Across all entries below, how many lines include "setLineDash"? Only the number, please.

[Saved data entries]

=== Section Start ===

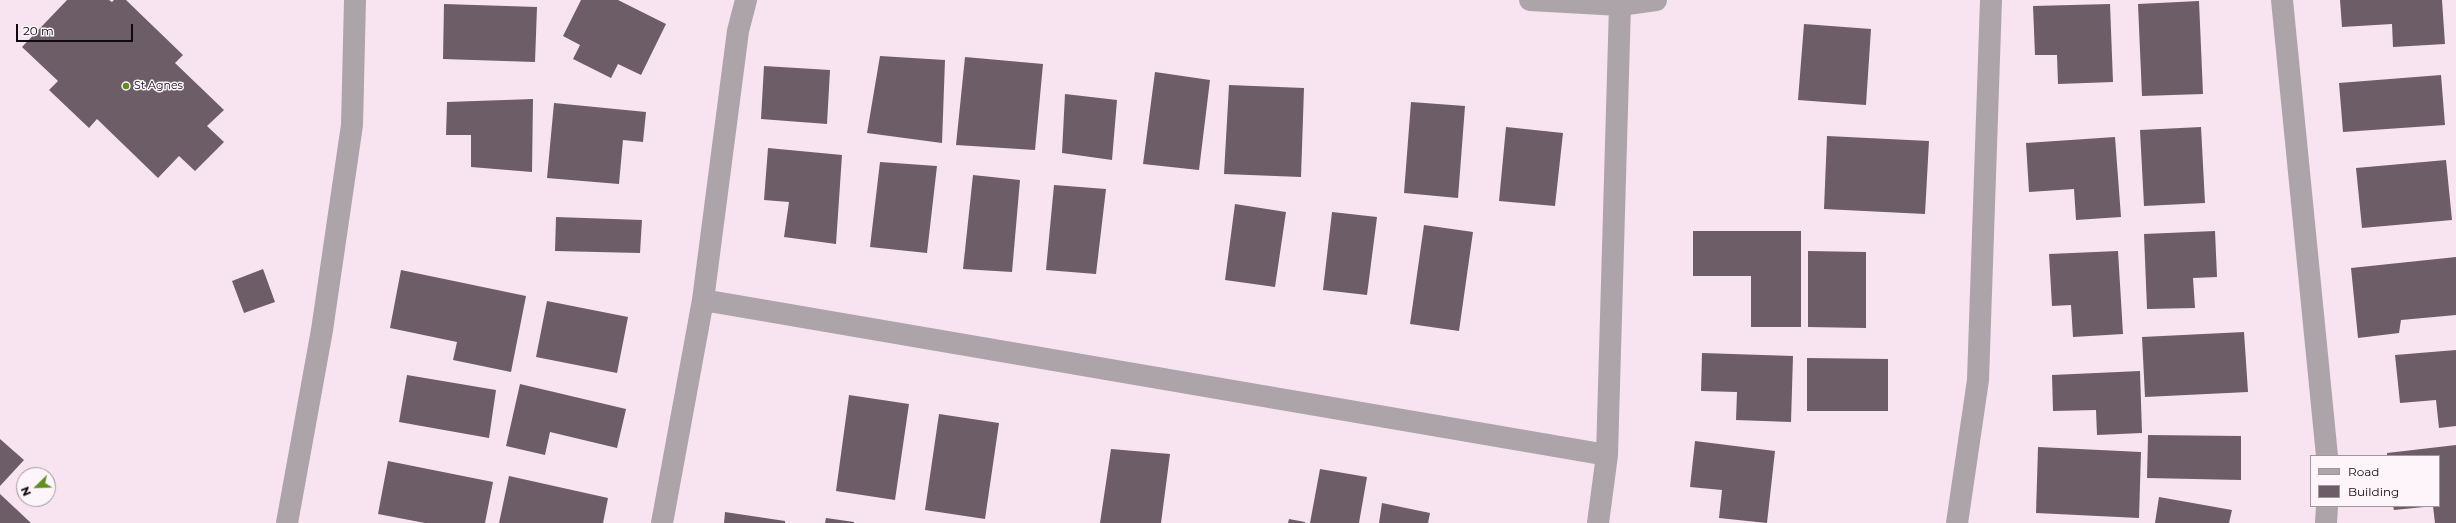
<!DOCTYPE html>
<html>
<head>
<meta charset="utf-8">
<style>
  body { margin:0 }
  #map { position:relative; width:2456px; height:523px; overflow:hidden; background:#f7e4f0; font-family:Montserrat,sans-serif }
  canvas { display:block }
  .legend { position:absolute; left:2310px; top:455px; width:130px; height:52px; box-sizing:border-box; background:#fdf5fa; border:1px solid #9e979b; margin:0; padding:5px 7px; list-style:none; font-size:12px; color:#0f0a0d }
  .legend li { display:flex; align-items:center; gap:8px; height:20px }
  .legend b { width:20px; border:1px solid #9e979b }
  .north { position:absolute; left:16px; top:467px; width:40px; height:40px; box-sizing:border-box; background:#fdf5fa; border:1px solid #9e979b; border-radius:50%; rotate:247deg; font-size:11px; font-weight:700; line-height:16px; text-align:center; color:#0f0a0d }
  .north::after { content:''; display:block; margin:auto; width:14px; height:18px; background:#608e21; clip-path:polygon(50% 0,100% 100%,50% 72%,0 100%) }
  .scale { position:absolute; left:16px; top:24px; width:117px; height:18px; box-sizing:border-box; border:2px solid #0f0a0d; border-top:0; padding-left:5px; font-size:12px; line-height:14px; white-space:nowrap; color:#0f0a0d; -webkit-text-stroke:3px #fdf5fa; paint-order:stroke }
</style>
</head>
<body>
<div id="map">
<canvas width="2456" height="523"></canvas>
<ul class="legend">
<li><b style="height:5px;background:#aca4a9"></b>Road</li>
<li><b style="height:11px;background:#6d5d67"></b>Building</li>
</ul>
<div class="north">N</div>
<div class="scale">20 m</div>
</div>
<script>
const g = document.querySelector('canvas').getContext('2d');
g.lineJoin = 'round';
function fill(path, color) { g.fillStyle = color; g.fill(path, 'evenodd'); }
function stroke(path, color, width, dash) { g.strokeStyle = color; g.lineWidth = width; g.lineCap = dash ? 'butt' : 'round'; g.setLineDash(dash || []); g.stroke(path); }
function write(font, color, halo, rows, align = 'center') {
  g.font = font + ' Montserrat,sans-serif'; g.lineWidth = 3; g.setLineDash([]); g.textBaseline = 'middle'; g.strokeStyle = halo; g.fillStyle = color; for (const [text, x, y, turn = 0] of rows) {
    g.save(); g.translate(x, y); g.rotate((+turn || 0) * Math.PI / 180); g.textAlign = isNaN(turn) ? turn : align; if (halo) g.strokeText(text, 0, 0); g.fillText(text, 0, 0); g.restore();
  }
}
const building = new Path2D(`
  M 67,0 L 109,0 L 112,2 L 114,0 L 126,0 L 183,55 L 175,63 L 224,110 L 207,126 L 224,142 L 195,171 L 179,156 L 158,178 L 97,119 L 89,128 L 49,90 L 58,81 L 22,47 Z
  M 581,0 L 618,0 L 666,24 L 641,75 L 618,64 L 611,78 L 573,59 L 580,45 L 563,36 Z
  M 2340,0 L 2442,0 L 2445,44 L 2393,47 L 2392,24 L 2342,27 Z
  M 2199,1 L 2203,94 L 2142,96 L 2138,4 Z
  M 444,4 L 537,7 L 535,62 L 443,59 Z
  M 2110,4 L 2113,82 L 2058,84 L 2057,55 L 2035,55 L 2033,6 Z
  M 1804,24 L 1871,29 L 1866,105 L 1798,100 Z
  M 880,56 L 945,60 L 942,143 L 867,133 Z
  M 965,57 L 1043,64 L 1035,150 L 956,145 Z
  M 764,66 L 830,70 L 827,124 L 761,119 Z
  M 1155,72 L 1210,80 L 1199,170 L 1143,164 Z
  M 2441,75 L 2445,125 L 2343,132 L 2339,83 Z
  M 1229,85 L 1304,88 L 1301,177 L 1224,174 Z
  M 1065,94 L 1117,100 L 1112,160 L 1062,153 Z
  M 533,99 L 532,172 L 471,167 L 471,135 L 446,135 L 447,102 Z
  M 1411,102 L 1465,106 L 1458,198 L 1404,193 Z
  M 554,103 L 646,112 L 643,142 L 623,140 L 619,184 L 547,178 Z
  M 1506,127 L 1563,133 L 1555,206 L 1499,201 Z
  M 2201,127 L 2205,203 L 2144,206 L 2140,130 Z
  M 1827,136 L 1929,141 L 1925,214 L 1824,209 Z
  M 2115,137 L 2121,217 L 2076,220 L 2074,189 L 2029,192 L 2026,143 Z
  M 768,148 L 842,155 L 836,244 L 784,237 L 789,202 L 764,200 Z
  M 2446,160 L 2452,220 L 2362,228 L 2356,168 Z
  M 880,162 L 937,166 L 927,253 L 870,247 Z
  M 973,175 L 1020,180 L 1012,272 L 963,269 Z
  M 1054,185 L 1106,189 L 1096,274 L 1046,270 Z
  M 1235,204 L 1286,212 L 1275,287 L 1225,280 Z
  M 1332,212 L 1377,217 L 1367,295 L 1323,290 Z
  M 556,217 L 642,220 L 640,253 L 555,251 Z
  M 1424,225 L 1473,232 L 1459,331 L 1410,324 Z
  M 1693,231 L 1801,231 L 1801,327 L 1751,327 L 1751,276 L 1693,276 Z
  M 2215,231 L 2217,277 L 2193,278 L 2195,308 L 2147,309 L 2144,234 Z
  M 1808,251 L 1866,252 L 1866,328 L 1808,327 Z
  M 2118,251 L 2123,334 L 2073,337 L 2071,305 L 2052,306 L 2049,254 Z
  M 2456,257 L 2456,315 L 2401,320 L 2399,333 L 2358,338 L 2351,268 Z
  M 263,269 L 275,302 L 244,313 L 232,281 Z
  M 401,270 L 526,296 L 511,372 L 453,360 L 457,342 L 390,328 Z
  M 547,301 L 628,317 L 617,373 L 536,357 Z
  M 2244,332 L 2248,392 L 2145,397 L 2142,337 Z
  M 2456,350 L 2456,426 L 2439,428 L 2436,400 L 2400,403 L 2395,355 Z
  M 1702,353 L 1793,356 L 1791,422 L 1736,420 L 1737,392 L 1701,391 Z
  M 1807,358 L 1888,359 L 1888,411 L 1807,411 Z
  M 2140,371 L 2142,433 L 2097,435 L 2096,410 L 2053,411 L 2052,375 Z
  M 407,375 L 496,390 L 489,438 L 399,422 Z
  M 520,384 L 626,409 L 617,448 L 550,432 L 545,455 L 506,446 Z
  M 849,395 L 909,404 L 895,500 L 836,491 Z
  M 939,414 L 999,423 L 985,519 L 925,510 Z
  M 2148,435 L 2241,436 L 2241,480 L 2147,478 Z
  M 0,439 L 24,460 L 0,486 Z
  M 1695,441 L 1775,451 L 1767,523 L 1719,518 L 1722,490 L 1690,487 Z
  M 2456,445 L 2456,523 L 2435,523 L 2433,506 L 2439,506 L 2439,456 L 2387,456 L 2387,453 Z
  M 2038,447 L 2141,452 L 2139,518 L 2036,513 Z
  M 1111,449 L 1170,454 L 1161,523 L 1100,523 Z
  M 388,461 L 493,482 L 485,523 L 425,523 L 378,514 Z
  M 1320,469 L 1367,477 L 1359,523 L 1310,523 Z
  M 509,476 L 608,498 L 603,523 L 499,523 Z
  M 0,494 L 31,523 L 0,523 Z
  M 2159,497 L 2232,510 L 2229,523 L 2155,523 Z
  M 1382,503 L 1430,513 L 1428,523 L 1379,523 Z
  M 2393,506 L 2424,506 L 2424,507 L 2394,510 Z
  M 725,512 L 785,521 L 785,523 L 724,523 Z
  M 826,518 L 854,522 L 854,523 L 825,523 Z
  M 1289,519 L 1305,522 L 1305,523 L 1288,523 Z`);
const minor = new Path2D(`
  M 1530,0 L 1620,5 L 1656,0
  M 2282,0 L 2327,456
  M 703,300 L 1607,455
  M 287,523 L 322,330 L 352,125 L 355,0
  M 662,523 L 703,300 L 738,31 L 746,0
  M 1598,523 L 1607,455 L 1620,5
  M 1957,523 L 1978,380 L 1991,0
  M 2326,523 L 2327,506`);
const markers = [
  [126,86,4,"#608e21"]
];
const poiNames = [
  ["St Agnes",134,86]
];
fill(building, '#6d5d67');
stroke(minor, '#aca4a9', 22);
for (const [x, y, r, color] of markers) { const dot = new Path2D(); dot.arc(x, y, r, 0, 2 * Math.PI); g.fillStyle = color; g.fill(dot); stroke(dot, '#fdf5fa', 1.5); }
write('11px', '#0f0a0d', '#fdf5fa', poiNames, 'left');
</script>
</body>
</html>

=== Section End ===

→ **RESULT OF THIS EXERCISE**
2